● Saved entries
>>>

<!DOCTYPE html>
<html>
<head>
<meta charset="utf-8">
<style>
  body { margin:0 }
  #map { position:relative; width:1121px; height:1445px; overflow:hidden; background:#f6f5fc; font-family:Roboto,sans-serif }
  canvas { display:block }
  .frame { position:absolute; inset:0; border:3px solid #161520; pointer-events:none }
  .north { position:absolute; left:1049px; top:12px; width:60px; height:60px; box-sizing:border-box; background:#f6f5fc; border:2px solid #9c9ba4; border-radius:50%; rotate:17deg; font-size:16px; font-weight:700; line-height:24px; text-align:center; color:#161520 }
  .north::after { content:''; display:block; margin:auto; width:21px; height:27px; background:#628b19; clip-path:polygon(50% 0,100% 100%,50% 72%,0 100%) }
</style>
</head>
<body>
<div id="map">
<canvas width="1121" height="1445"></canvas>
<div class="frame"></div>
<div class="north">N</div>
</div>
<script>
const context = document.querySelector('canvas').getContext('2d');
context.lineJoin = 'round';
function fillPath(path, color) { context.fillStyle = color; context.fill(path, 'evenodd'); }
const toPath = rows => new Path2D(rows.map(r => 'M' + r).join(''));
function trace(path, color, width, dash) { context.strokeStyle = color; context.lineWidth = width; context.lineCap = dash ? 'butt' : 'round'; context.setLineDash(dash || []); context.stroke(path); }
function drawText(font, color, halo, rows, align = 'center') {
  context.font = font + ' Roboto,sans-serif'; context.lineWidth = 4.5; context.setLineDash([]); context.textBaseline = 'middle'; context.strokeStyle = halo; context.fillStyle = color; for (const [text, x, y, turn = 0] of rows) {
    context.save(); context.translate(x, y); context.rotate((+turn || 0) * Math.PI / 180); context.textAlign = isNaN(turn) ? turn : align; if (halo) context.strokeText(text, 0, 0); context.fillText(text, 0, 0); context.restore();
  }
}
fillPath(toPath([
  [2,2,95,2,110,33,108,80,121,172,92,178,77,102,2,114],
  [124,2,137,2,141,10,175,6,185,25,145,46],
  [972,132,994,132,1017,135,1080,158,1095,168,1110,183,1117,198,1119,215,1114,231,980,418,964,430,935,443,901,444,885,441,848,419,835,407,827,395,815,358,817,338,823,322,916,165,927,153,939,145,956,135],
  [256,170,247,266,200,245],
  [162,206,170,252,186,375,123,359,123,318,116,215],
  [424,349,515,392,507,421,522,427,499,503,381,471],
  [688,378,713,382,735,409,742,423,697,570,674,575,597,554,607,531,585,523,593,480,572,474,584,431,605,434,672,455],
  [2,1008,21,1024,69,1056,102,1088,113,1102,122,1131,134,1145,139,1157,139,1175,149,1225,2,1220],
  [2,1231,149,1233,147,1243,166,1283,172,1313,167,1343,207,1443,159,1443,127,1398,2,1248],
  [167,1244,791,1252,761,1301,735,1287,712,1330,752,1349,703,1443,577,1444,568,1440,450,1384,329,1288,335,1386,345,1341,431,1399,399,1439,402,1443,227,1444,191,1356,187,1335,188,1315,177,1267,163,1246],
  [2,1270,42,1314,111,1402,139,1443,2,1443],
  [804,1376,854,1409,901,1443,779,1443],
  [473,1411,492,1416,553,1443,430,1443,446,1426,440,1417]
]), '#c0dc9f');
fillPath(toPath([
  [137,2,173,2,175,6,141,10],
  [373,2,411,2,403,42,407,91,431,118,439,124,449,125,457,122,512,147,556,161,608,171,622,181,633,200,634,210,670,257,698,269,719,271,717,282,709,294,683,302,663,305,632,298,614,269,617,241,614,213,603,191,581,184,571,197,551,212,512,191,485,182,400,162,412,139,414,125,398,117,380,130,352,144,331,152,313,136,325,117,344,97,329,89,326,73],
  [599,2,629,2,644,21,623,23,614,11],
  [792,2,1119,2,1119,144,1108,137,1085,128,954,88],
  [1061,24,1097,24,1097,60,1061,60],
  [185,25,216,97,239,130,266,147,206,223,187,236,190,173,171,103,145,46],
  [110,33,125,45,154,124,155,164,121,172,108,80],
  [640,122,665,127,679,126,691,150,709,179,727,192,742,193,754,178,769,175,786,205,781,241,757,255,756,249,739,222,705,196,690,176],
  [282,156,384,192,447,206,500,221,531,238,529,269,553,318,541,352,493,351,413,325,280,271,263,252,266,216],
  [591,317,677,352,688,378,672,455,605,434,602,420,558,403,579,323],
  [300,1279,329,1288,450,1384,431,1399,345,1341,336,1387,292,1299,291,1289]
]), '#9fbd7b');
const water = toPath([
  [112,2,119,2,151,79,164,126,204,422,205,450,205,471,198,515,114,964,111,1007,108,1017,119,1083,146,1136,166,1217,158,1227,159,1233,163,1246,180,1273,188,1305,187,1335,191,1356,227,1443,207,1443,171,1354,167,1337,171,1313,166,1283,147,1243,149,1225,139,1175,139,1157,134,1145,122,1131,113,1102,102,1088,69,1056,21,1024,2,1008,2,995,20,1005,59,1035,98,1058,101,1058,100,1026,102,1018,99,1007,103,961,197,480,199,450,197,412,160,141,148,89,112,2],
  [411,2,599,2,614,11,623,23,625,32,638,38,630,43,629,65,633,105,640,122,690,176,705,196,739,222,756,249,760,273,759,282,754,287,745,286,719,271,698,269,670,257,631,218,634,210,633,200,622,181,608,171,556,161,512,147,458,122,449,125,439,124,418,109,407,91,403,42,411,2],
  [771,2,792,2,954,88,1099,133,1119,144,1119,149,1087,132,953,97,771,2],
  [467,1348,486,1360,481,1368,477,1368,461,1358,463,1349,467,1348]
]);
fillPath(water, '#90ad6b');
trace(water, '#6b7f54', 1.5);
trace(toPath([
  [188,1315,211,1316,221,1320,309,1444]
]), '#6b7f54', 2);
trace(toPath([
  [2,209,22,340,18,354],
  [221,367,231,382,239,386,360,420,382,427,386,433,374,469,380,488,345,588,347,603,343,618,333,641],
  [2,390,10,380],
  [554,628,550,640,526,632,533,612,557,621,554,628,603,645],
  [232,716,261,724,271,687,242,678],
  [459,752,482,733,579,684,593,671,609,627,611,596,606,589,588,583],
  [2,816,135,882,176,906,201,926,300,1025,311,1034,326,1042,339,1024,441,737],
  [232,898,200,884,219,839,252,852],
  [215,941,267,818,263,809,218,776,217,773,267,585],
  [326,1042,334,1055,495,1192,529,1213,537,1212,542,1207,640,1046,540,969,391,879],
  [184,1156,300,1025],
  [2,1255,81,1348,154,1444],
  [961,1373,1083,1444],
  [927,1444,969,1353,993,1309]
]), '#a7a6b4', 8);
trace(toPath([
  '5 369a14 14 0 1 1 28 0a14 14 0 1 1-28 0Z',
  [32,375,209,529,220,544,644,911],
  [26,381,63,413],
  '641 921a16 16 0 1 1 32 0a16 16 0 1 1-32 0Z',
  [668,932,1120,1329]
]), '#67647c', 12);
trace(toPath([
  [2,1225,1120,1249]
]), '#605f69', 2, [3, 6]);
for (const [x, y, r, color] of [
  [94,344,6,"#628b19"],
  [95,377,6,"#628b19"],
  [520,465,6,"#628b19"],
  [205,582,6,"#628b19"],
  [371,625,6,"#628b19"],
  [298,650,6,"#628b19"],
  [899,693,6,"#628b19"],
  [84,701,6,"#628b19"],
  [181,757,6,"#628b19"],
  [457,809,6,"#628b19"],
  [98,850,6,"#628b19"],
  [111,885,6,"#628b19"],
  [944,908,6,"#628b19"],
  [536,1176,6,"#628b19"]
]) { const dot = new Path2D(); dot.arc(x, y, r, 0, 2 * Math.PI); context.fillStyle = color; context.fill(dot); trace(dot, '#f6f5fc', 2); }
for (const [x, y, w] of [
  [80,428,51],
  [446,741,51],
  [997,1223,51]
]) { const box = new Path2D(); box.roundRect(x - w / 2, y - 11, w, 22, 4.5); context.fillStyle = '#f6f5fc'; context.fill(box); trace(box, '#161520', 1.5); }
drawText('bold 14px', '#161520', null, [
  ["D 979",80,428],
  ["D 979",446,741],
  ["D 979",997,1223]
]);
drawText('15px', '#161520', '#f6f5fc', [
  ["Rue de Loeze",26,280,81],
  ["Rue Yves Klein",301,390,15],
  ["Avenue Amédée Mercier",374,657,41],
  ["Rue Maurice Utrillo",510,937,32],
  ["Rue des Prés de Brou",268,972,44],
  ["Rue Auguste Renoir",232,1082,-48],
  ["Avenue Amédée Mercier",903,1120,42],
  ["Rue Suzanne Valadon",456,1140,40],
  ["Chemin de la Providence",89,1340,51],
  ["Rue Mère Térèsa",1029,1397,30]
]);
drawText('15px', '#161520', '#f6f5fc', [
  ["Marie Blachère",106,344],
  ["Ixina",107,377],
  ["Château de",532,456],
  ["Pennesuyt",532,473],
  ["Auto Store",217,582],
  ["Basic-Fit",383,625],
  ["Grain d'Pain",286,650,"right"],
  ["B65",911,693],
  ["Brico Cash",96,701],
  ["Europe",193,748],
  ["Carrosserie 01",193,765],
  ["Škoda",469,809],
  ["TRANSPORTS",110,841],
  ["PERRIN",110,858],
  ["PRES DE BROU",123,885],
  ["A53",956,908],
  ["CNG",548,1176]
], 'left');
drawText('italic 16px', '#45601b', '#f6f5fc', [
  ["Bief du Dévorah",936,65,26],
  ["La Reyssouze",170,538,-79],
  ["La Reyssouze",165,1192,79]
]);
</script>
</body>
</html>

<<<

● What is being asked
Where a line above contains the string "Avenue", copy that line.

● Task output
  ["Avenue Amédée Mercier",374,657,41],
  ["Avenue Amédée Mercier",903,1120,42],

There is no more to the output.